(Original post by Starlight_x)
I'm 21 years old, and have just graduated from university. I've accepted an offer for postgraduate study, which I'll hopefully be starting in September. I'm just starting to get a little worried about the prospect of postgraduate level.
Before I went to university for my undergraduate, I was so excited for the new experience in a new city. However, even though I am going to a different university than I did my undergraduate degree in, I'm getting quite nervous about it all. I guess there is a little bit of a 'Freshers' feeling coming back, with a new university, new course, and new course mates, as well as living in a new city. I guess it's the unknown of it all, and how well I'll get on with people on my course. I don't think it helps that I'll still be on holiday during registration week, so I won't be able to register / meet my flatmates until my course starts.
I'm worried that I won't be able to succeed with as good marks as I did for undergraduate level, as I'll be undertaking a completely different course, and obviously at postgraduate level, it will be much harder than undergraduate. I really want to get a good mark for my masters degree, so to not look back on it and regret it.
Also, the majority of my friends have started full time employment, and in one sense I'm a little jealous (as they will have income, and work experience), and that I'll still be at university, doing essays and exams. Saying that, it is only for a year, and I can only imagine how quickly that will pass. I just think to myself sometimes "Do I really want to go back into education?" "I'd be better just getting a job and experience".... but then I think about how useful the masters degree will be for me to have.
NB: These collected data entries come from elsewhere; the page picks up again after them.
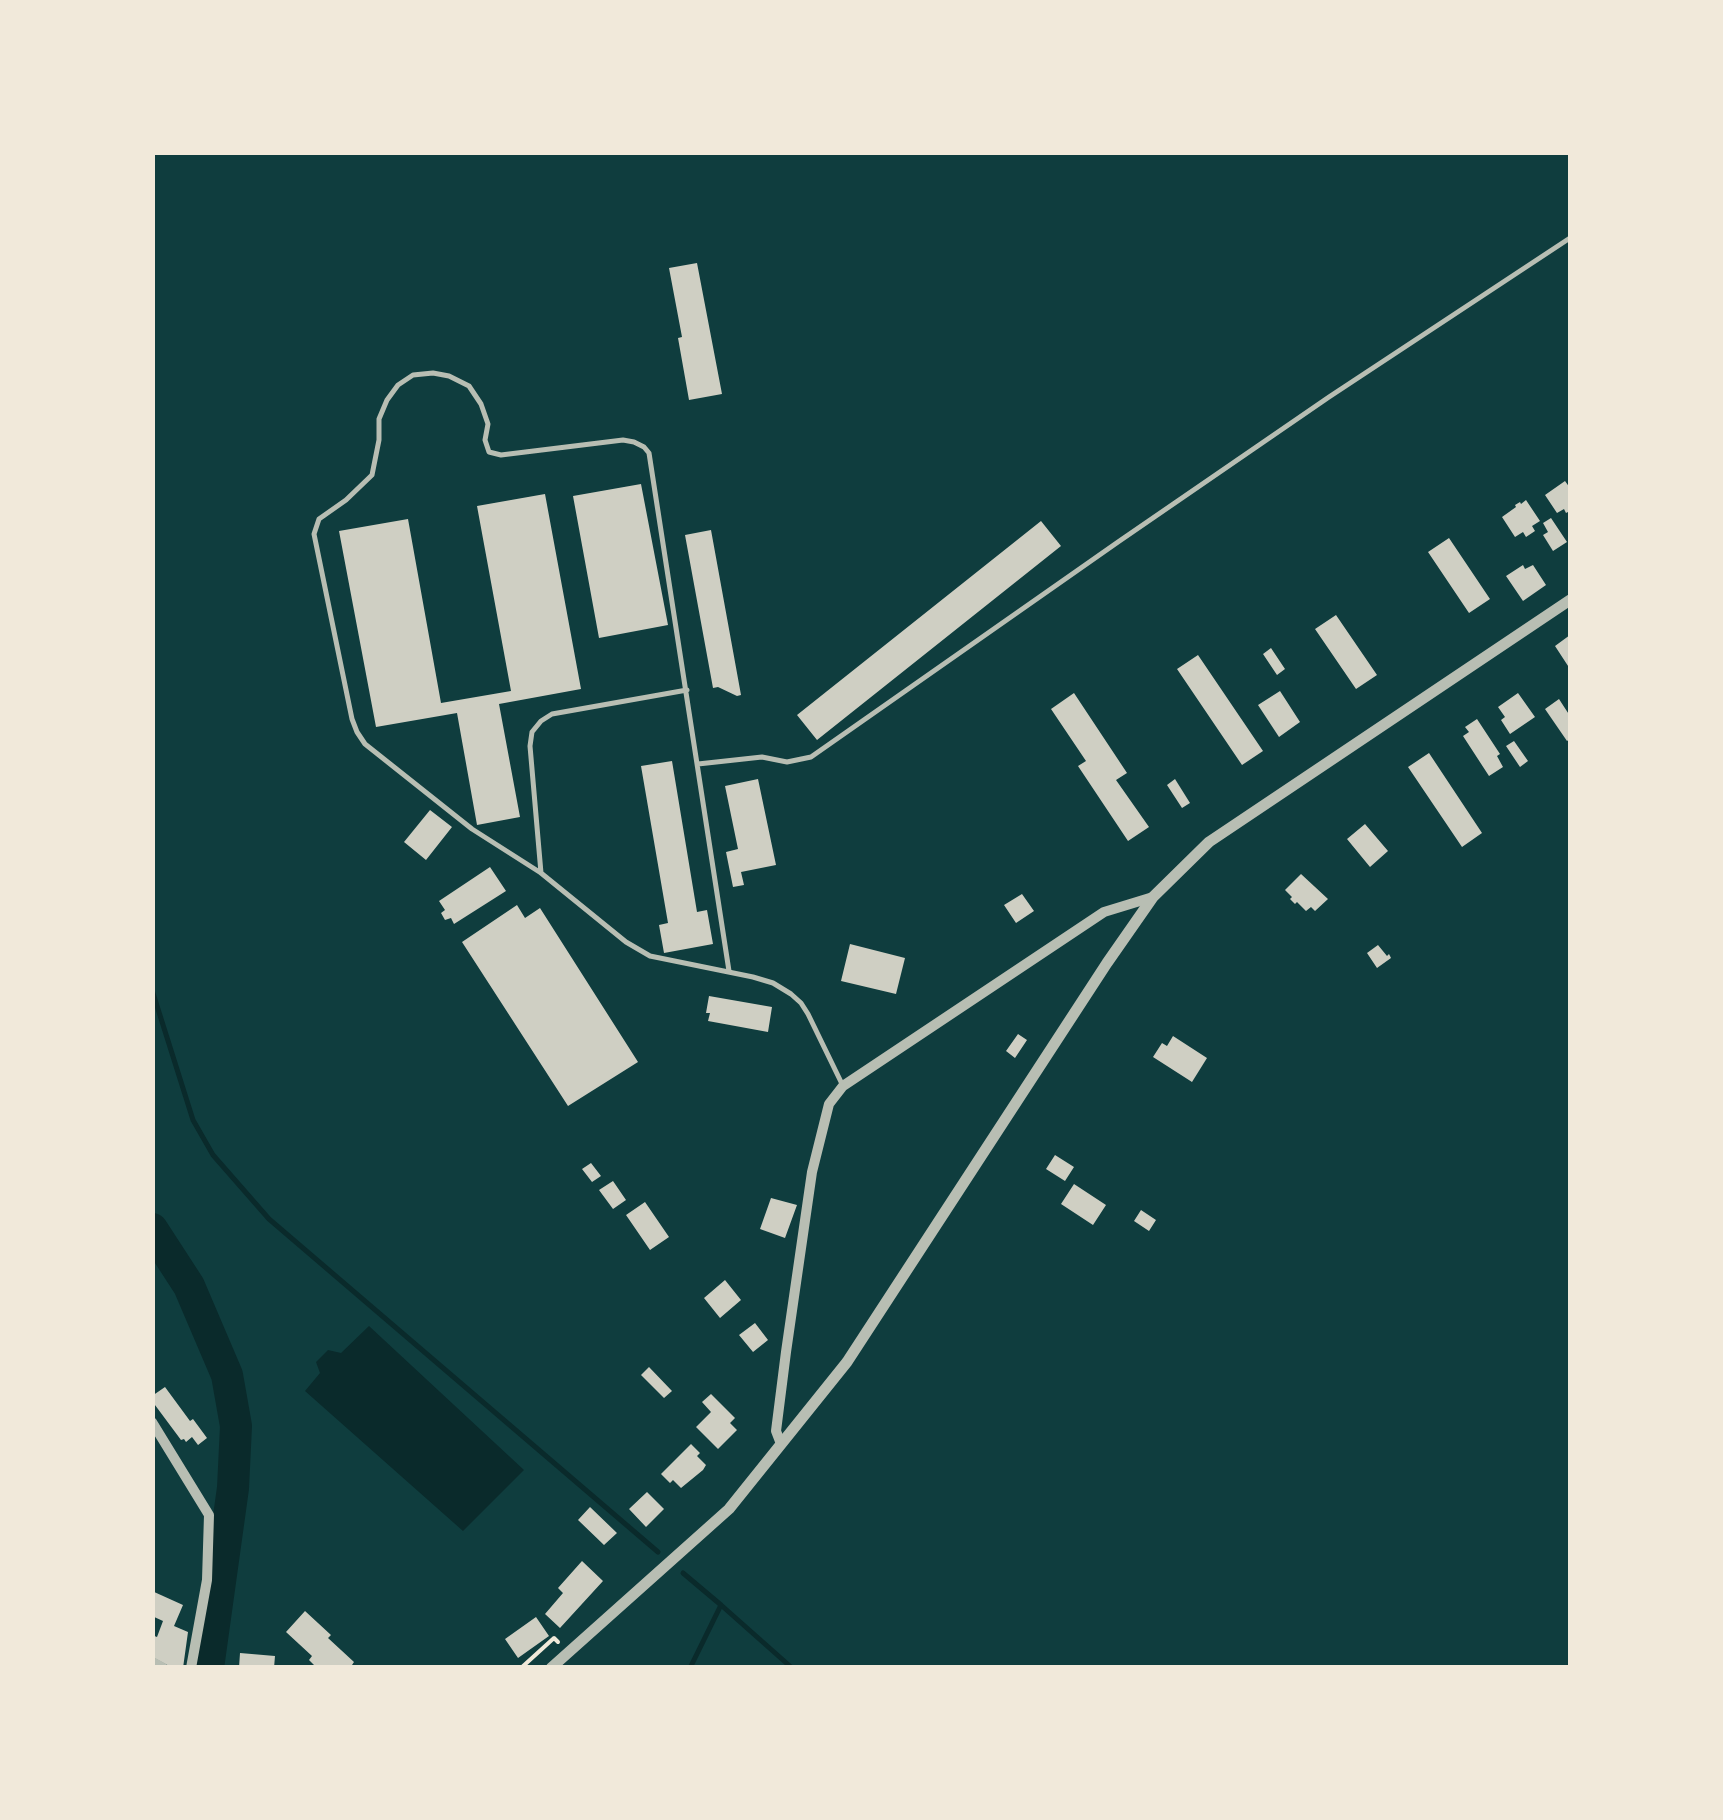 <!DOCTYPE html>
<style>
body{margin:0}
#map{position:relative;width:1723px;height:1820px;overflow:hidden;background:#0f3d3e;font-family:Cabin,sans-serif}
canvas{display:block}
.frame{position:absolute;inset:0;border:155px solid #f1e9da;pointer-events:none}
</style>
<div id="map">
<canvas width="1723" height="1820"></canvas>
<div class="frame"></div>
</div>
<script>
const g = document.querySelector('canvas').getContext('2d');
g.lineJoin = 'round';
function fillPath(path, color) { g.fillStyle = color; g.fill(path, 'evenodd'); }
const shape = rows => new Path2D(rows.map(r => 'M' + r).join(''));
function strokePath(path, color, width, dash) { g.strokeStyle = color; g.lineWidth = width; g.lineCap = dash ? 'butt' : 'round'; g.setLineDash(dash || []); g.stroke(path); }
const water = shape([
 [369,1326,524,1470,463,1531,305,1391,320,1373,316,1362,328,1350,341,1353]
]);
const stream = shape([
 [152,990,193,1120,213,1155,269,1219,658,1552],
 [683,1573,721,1605,690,1668],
 [721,1605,792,1668]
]);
const river = shape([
 [152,1229,189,1286,227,1375,236,1426,233,1488,208,1668]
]);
const building = shape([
 [697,263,722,394,689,400,678,338,682,337,669,268],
 [1565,481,1570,488,1570,511,1566,513,1564,509,1557,513,1545,495],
 [641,484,668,625,599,638,573,496],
 [545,494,581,689,499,704,520,817,477,825,457,713,376,727,339,531,408,519,441,703,511,691,477,506],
 [1526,500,1540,521,1532,526,1535,531,1526,537,1523,532,1515,537,1502,517,1516,507,1515,505,1520,502,1521,504],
 [1551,518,1567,542,1553,551,1543,535,1548,532,1543,523],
 [1041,521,1061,546,817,740,797,715],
 [711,530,741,695,737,696,718,687,713,688,685,535],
 [1449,538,1490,599,1469,613,1428,552],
 [1523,565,1525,569,1533,565,1546,585,1523,601,1506,576],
 [1336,615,1377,675,1356,689,1315,629],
 [1570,635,1570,669,1555,646],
 [1271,648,1285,669,1277,675,1263,654],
 [1198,655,1263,751,1242,765,1177,669],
 [1280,691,1300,722,1279,737,1258,705],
 [1074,693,1127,773,1116,780,1149,827,1128,841,1078,766,1086,761,1051,709],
 [1518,693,1535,717,1510,734,1501,720,1505,717,1498,707],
 [1559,699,1570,716,1570,739,1567,741,1545,709],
 [1477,719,1500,754,1497,756,1503,767,1489,776,1463,736,1469,732,1465,727],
 [1514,741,1528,761,1520,767,1506,746],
 [1429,753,1482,833,1462,847,1408,767],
 [672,761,697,912,707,910,713,944,664,953,659,925,668,923,641,766],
 [758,779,776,865,741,872,744,885,733,887,726,852,738,849,725,786],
 [1175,779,1190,803,1182,808,1167,785],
 [430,810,452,827,426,860,404,842],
 [1365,824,1388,851,1370,867,1347,839],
 [490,867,506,891,454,924,451,918,445,920,441,913,445,910,439,901],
 [1301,874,1328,899,1315,911,1311,907,1306,911,1297,902,1295,904,1290,899,1292,897,1285,890],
 [1022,894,1034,911,1016,923,1004,905],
 [517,905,525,918,540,908,638,1062,568,1106,462,942],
 [850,944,905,958,896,994,841,981],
 [1378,945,1387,956,1389,954,1391,958,1377,968,1367,953],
 [709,996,772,1007,768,1032,708,1021,710,1013,706,1013],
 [1018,1034,1027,1040,1015,1058,1006,1051],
 [1173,1036,1207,1058,1192,1082,1153,1057,1162,1043,1167,1046],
 [1055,1155,1074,1167,1065,1181,1046,1169],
 [591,1163,601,1176,592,1182,582,1169],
 [613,1181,626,1200,613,1209,599,1190],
 [1074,1184,1106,1205,1093,1225,1061,1204],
 [771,1198,797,1205,785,1238,760,1229],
 [645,1202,669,1237,650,1250,626,1215],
 [1141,1210,1156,1220,1149,1231,1134,1221],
 [725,1280,741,1300,720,1318,704,1298],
 [755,1323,768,1340,753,1352,739,1335],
 [649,1367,672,1391,664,1398,641,1375],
 [165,1387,190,1421,193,1419,207,1438,198,1445,192,1437,186,1442,184,1439,181,1440,152,1401,152,1396],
 [711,1394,735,1418,730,1423,737,1430,718,1449,696,1427,711,1412,702,1402],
 [691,1444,700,1453,697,1456,706,1465,703,1470,681,1488,673,1480,670,1483,661,1474],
 [647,1492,664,1509,646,1527,629,1509],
 [590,1507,617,1533,604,1545,578,1520],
 [582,1561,603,1581,560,1628,545,1614,563,1593,558,1588],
 [152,1591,183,1605,174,1626,188,1632,183,1668,173,1668,152,1657,152,1635,157,1637,163,1621,152,1616],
 [305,1611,331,1635,328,1638,354,1662,350,1668,317,1668,309,1660,312,1656,286,1632],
 [536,1617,549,1636,518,1658,505,1639],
 [240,1653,275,1656,274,1668,239,1668]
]);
const path = shape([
 [521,1668,554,1638,558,1642]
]);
const service = shape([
 [698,764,762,757,787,762,811,757,1118,542,1329,397,1570,238],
 [541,873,530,746,532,732,541,721,552,714,687,690],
 [729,971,649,453,644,447,634,442,623,440,501,455,489,452,485,440,488,424,481,404,469,386,449,376,433,373,413,375,398,385,387,400,379,419,379,440,372,475,346,500,319,519,314,534,352,719,357,732,365,744,472,829,541,873,626,942,650,956,753,977,773,983,791,994,801,1003,808,1014,843,1086]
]);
const minor = shape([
 [152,1422,209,1515,207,1580,191,1668],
 [781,1444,776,1431,786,1352,812,1172,829,1104,843,1086,1104,912,1153,897],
 [152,1662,163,1668]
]);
const tertiary = shape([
 [551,1668,729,1509,847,1362,1107,963,1153,897,1209,842,1570,600]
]);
fillPath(water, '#0a2a2b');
strokePath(stream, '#0a2a2b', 5);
strokePath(river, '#0a2a2b', 32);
fillPath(building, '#cfcfc3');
strokePath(path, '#f1e9da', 4);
strokePath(service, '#b8beb3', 5);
strokePath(minor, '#b8beb3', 10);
strokePath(tertiary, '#b8beb3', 11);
</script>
On the other hand, I feel so fortunate that I can afford a masters degree (only just!), and so pleased that I have been accepted into a course to further my education. The sense of achievement I will feel after getting my masters degree will be amazing, and that it can hopefully help me with my job prospects (as it's an area I want to go into), where I can show how the masters has helped me develop.
I just can't believe I'm the same girl who wanted to leave school at sixteen... and look at me now, going on to pursue masters degree! I don't know... sometimes I'm really excited about the prospect, and other times I really do question my decision. A year out really isn't an option for me, as I don't think I'd go back to education otherwise.
Is anyone else feeling like this at the moment? Or can give me any advice?